Gas und Gasbeleuchtung.
Gas und Gasbeleuchtung.
Licht ist die Seele der Welt; Feuer eine schwache Vorstellung
des Lichts. Die Flamme, welche beim Verbrennen eines Koͤrpers zum Vorschein
kommt, besteht aus einer Materie, die wir Wasserstoffgas nennen, und sie ist immer
um so reiner und glaͤnzender, je reiner der Koͤrper ist, den wir
verbrennen, und je vollkommener die Verbrennung vor sich geht. Geschieht die
Verbrennung unvollkommen, so geht ein Theil der Materie, welche Licht und Hize geben
koͤnnte, als Rauch verloren, der keinen Nuzen bringt.
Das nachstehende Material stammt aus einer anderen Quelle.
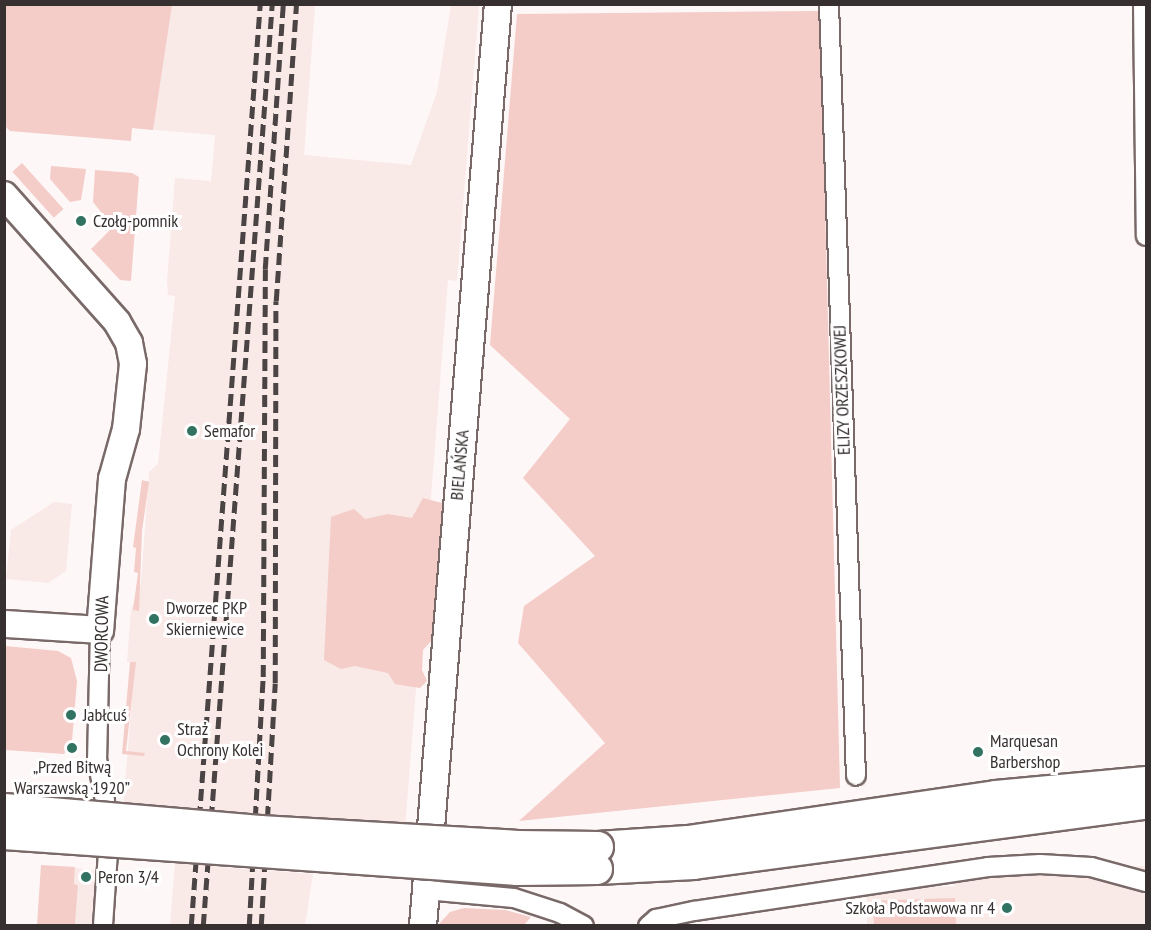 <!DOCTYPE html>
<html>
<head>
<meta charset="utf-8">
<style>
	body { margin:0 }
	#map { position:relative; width:1151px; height:930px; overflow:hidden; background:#fef7f7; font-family:"PT Sans Narrow",sans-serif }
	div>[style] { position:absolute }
	.built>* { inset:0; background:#f9e9e7 }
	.green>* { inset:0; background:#f4ccc8; transform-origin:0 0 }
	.roads { filter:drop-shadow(2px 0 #796a69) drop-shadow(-2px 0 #796a69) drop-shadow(0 2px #796a69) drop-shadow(0 -2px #796a69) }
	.street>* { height:18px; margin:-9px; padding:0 9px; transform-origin:9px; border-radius:9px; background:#fff }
	.secondary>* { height:26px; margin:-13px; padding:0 13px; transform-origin:13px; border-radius:13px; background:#fff }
	.primary>* { height:30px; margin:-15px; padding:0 15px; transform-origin:15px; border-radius:15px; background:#fff }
	.rail>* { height:4.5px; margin-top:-2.25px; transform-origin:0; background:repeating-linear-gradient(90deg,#4b4444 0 12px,transparent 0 18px) }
	.bridges { filter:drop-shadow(2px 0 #796a69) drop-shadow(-2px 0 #796a69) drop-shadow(0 2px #796a69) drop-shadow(0 -2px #796a69) }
	.primary-bridge>* { height:30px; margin:-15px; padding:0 15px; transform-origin:15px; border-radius:15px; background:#fff }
	.dots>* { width:16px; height:16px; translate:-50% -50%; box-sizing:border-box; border:3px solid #fff; border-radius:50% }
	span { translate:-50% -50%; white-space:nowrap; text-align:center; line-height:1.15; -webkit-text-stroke:6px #fff; paint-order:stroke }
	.poi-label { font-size:18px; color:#373030 }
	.left { translate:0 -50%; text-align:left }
	.right { translate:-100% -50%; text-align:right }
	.street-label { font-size:18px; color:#373030 }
	.frame { position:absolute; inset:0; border:6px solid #373030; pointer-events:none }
</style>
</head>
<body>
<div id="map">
	<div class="built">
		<i style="clip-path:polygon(141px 5px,315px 5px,304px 155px,411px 165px,437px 92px,451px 5px,479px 5px,457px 281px,448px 280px,403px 854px,178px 839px,215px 867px,313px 874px,305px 925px,170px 925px,177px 838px,121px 834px,135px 662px,127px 662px,131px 610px,141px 583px,149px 472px,158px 464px,175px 296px,168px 295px,167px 281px,175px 178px,211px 181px,215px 135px,132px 128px)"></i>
		<i style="clip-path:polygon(54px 502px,72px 504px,66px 571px,48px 583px,6px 579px,11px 530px)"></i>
		<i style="clip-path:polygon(1145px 866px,1146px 925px,867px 925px,867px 891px,955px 886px,955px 875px)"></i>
		<i style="clip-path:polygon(75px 868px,94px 870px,94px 925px,75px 925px,78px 885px,74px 884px)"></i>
	</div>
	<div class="green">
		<i style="clip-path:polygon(4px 5px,172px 5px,153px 130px,132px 128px,131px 141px,10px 131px,4px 125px)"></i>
		<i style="clip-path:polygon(820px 11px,840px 788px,519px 821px,605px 743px,518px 643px,524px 606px,595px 556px,523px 478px,570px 419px,490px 345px,517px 14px)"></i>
		<i style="left:22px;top:163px;width:62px;height:13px;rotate:48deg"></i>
		<i style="clip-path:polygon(51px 166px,86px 169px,81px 200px,70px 202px,50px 179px)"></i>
		<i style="clip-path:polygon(95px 170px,132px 173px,139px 177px,131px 281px,120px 280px,91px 249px,113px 227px,93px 202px)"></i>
		<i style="clip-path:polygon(142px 480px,149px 482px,142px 531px,139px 611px,133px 610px,138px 573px,134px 572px,136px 548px,133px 547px)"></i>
		<i style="clip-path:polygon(423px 498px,442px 503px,444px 535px,435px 637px,423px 650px,422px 670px,427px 681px,420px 688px,395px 684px,388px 673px,355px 666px,341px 669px,324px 660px,331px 517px,354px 509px,365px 519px,388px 514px,412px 518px)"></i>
		<i style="clip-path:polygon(5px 646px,58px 651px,71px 658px,77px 681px,72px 741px,64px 754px,5px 750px)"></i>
		<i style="clip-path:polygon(130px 662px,136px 662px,126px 751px,145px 753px,144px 756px,122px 754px)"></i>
		<i style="clip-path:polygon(41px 865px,75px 867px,74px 884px,78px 885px,75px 925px,37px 925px)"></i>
		<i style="left:955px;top:898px;width:27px;height:82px;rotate:88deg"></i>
		<i style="clip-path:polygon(464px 908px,505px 910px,531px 917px,524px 925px,438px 925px,450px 912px)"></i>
	</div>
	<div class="roads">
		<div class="street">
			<i style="left:829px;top:4px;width:772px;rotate:88deg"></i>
			<i style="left:1143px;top:4px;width:232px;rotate:89.3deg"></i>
			<i style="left:100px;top:630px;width:129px;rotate:91.3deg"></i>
			<i style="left:97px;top:759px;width:43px;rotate:79.2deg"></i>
			<i style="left:105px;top:801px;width:51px;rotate:86.6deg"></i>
			<i style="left:108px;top:852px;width:74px;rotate:93.9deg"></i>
			<i style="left:426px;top:890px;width:88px;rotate:5.2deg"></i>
			<i style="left:514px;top:898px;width:48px;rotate:18.1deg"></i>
			<i style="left:560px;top:913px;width:27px;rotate:28deg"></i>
			<i style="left:648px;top:926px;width:11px;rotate:-41deg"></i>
			<i style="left:656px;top:919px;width:39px;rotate:-12deg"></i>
			<i style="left:694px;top:911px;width:297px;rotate:-8.5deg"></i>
			<i style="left:988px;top:867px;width:52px;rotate:-3.3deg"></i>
			<i style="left:1040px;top:864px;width:51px;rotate:3.4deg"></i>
			<i style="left:1091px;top:867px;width:57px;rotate:15.3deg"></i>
		</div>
		<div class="secondary">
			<i style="left:4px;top:195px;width:170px;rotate:48.3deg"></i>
			<i style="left:117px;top:322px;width:24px;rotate:60deg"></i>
			<i style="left:129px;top:343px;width:21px;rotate:79deg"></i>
			<i style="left:133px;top:364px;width:65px;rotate:96.1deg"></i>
			<i style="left:126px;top:429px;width:52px;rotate:105.6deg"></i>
			<i style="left:112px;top:479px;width:151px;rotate:94.5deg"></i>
			<i style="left:100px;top:630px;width:96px;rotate:-176.4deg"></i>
			<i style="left:423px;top:926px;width:925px;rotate:-85.35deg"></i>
		</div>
		<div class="primary">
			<i style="left:598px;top:847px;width:90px;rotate:-3.8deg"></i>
			<i style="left:688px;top:841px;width:311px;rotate:-8.3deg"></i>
			<i style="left:996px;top:796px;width:151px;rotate:-5.3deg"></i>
			<i style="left:597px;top:869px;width:97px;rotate:-3deg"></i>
			<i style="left:694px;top:864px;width:456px;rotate:-7.6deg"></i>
		</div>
	</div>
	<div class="rail">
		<i style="left:191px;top:926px;width:925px;rotate:-85.72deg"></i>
		<i style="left:203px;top:926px;width:925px;rotate:-85.72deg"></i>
		<i style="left:249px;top:926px;width:249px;rotate:-86.8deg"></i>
		<i style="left:263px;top:677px;width:408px;rotate:-89.7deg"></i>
		<i style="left:265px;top:269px;width:266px;rotate:-86.1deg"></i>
		<i style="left:261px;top:926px;width:243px;rotate:-86.7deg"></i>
		<i style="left:275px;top:683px;width:382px;rotate:-89.9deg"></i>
		<i style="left:276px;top:301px;width:298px;rotate:-86.1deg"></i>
	</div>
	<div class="bridges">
		<div class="primary-bridge">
			<i style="left:4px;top:809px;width:257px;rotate:4.9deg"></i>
			<i style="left:260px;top:831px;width:258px;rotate:3.3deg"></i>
			<i style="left:518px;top:846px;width:80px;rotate:0.7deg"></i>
			<i style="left:4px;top:834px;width:515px;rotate:4.01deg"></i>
			<i style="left:518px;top:870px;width:79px;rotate:-0.7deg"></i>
		</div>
	</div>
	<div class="dots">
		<i style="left:81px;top:221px;background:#327261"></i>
		<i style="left:192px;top:431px;background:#327261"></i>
		<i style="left:154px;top:619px;background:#327261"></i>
		<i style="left:71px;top:715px;background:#327261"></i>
		<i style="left:165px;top:740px;background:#327261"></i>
		<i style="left:72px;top:748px;background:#327261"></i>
		<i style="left:978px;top:752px;background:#327261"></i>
		<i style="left:86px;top:877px;background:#327261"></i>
		<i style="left:1007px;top:908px;background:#327261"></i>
	</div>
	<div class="poi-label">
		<span class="left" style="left:93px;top:221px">Czołg-pomnik</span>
		<span class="left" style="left:204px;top:431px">Semafor</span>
		<span class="left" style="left:166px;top:619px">Dworzec PKP<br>Skierniewice</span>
		<span class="left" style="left:83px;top:715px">Jabłcuś</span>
		<span class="left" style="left:177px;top:740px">Straż<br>Ochrony Kolei</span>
		<span class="left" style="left:990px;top:752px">Marquesan<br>Barbershop</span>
		<span style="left:72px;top:778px">„Przed Bitwą<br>Warszawską 1920”</span>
		<span class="left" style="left:98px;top:877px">Peron 3/4</span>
		<span class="right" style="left:995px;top:908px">Szkoła Podstawowa nr 4</span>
	</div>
	<div class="street-label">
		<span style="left:842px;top:390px;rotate:-92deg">ELIZY ORZESZKOWEJ</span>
		<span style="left:460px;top:465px;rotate:-85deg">BIELAŃSKA</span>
		<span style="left:102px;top:634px;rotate:-89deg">DWORCOWA</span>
	</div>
	<div class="frame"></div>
</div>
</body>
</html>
Es muß daher immer
unser Streben seyn, viel Licht mit wenig Kosten zu
erzeugen.
Jeder, der viel bei Licht liest oder schreibt, wird bemerkt haben, daß eine kleine
Flamme immer glaͤnzender und heller ist, als eine groͤßere, und daß
ein frisch gepuztes Licht weit mehr Helle gibt, als ein ungepuztes. Diese
Veraͤnderung der Helle, welche wir bei Lichtern und Lampen erfahren, schadet
den Augen, weil die Gesichtsnerven sich bestaͤndig darnach richten muͤssen; und aus
diesem Grunde ist es auch ein unvollkommenes Licht. Andere Fehler der Lichter und
Lampen liegen in der weichern oder haͤrtern Beschaffenheit des Talges, der
Dike des Dochtes, und der Unreinheit des Oehles. Wachslichter sind am besten, aber
auch am theuersten; und es bleibt immer noch eine wichtige Aufgabe der Chemie, den
Talg eben so hart, als Wachs zu machen. In Ostindien sollen die Eingebornen dieses
Verfahren verstehen, dem unsere Chemiker noch nicht die gehoͤrige
Aufmerksamkeit geschenkt haben.
An der Staͤrke des Schattens in bestimmter Entfernung erkennt man die Kraft
des Lichtes; und wenn man daher Lampen, Lichter und Gas mit einander vergleicht, so
wird man bald finden, welchem darunter der Vorzug gebuͤhrt. Graf Rumford hat
durch Versuche ausgemacht, wieviel Materialien zu einer bestimmten Lichtmaße
fuͤr eine gegebene Zeit erforderlich seien, und folgende Resultate
gefunden:
Wachs
100
Pf.
Talg
101
–
Oehl in einer Argand'schen Lampe
129
–
Gezogene Talglicher
229
–
und Peckston glaubt annehmen zu
duͤrfen, daß 5450 Cubikfuß Steinkohlengas und 2000 Cubikfuß Oehlgas dieselben
Dienste thun. Die gegenseitigen Kosten einer solchen Beleuchtung gibt Peckston
ferner also an:
Pf.
Sh.
D.
100
Pf.
Wachslichter
zu
2
Sh.
per
Pf.
13
9
4
101
–
beste gegossene Talglichter
zu
8
D.
–
–
3
7
4
129
–
Spermoͤhl
zu
5
D.
–
–
2
13
9
229
–
gezogene Lichter
zu
7
D.
–
–
6
13
7
5450
Cubikfuß
Steinkohlengas
zu
6
Sh.
das
1000
1
12
8 1/2
2000
–
Oehlgas
zu
28
Sh.
–
1000
2
16
–
Es geht demnach aus dieser Vergleichung hervor, daß die Beleuchtung mit Oehlgas
beinahe fuͤnf Mahl wohlfeiler ist, als mit Wachslichtern, und
ungefaͤhr 20 % weniger kostet, als mit den besten gegossenen Talglichtern:
der Vortheile eines schoͤneren und staͤrkeren Lichtes nicht zu
gedenken, das man dabei erhaͤlt, und daß man es nach Belieben starker oder
schwaͤcher machen kann, und keine Zeit mit dem Puzen des Dochtes zu verlieren
braucht. Auch verbreitet es keinen so unangenehmen Geruch, wie es bei Oehllampen und
Lichtern der Fall ist, wenn man die leztern ausblaͤst, oder die Lichtscheere
nicht wohl verschließt, so wie es auch nicht raucht, keine Funken
umherspruͤhen, und vom Winde nicht verloͤscht werden kann.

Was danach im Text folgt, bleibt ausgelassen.